• Problem: Look through the material below and report every line that includes "Give".

• Data for analysis:
==*==
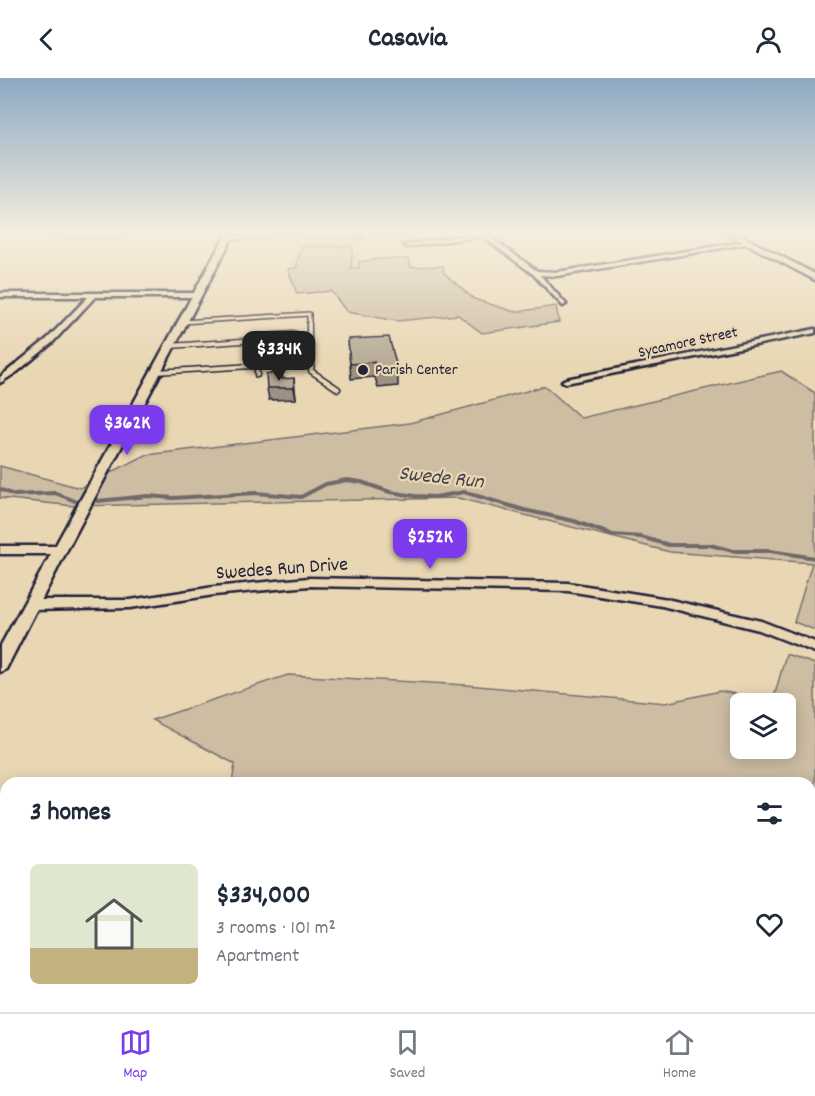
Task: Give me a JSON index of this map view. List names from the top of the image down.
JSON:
==*==
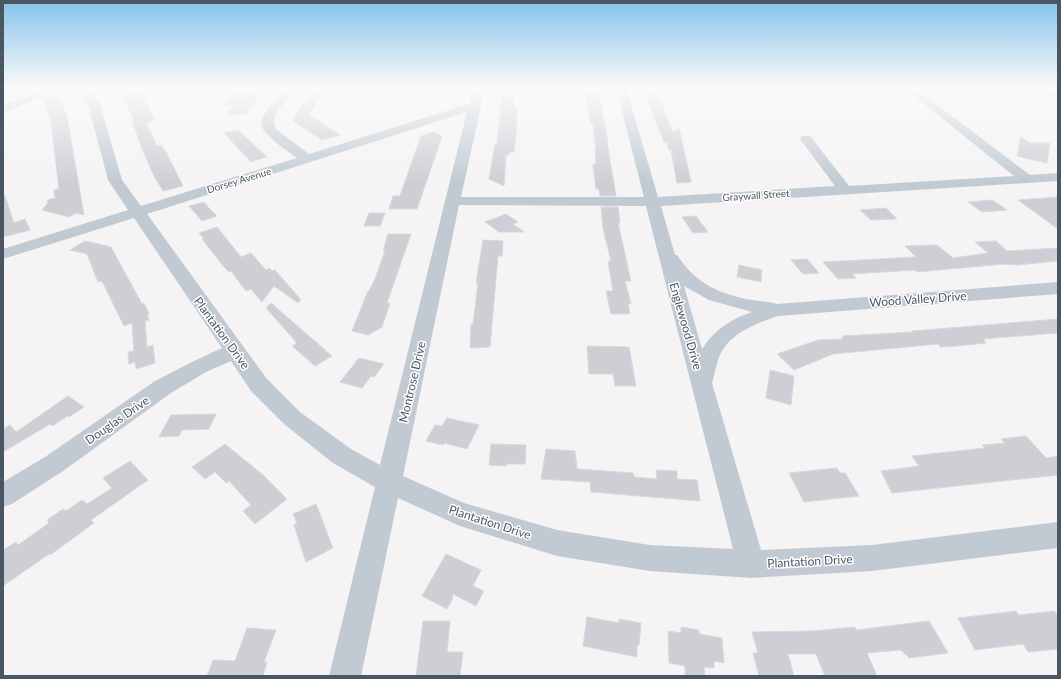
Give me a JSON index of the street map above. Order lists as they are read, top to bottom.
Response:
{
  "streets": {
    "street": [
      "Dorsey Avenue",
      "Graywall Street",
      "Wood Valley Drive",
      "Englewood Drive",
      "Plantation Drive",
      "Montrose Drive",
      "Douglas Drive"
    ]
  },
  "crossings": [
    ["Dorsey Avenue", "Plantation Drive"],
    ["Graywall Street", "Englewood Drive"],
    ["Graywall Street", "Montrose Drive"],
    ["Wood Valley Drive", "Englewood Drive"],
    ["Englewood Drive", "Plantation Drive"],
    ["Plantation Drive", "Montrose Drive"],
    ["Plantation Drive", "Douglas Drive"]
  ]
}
==*==
• Exercise result:
Task: Give me a JSON index of this map view. List names from the top of the image down.
Give me a JSON index of the street map above. Order lists as they are read, top to bottom.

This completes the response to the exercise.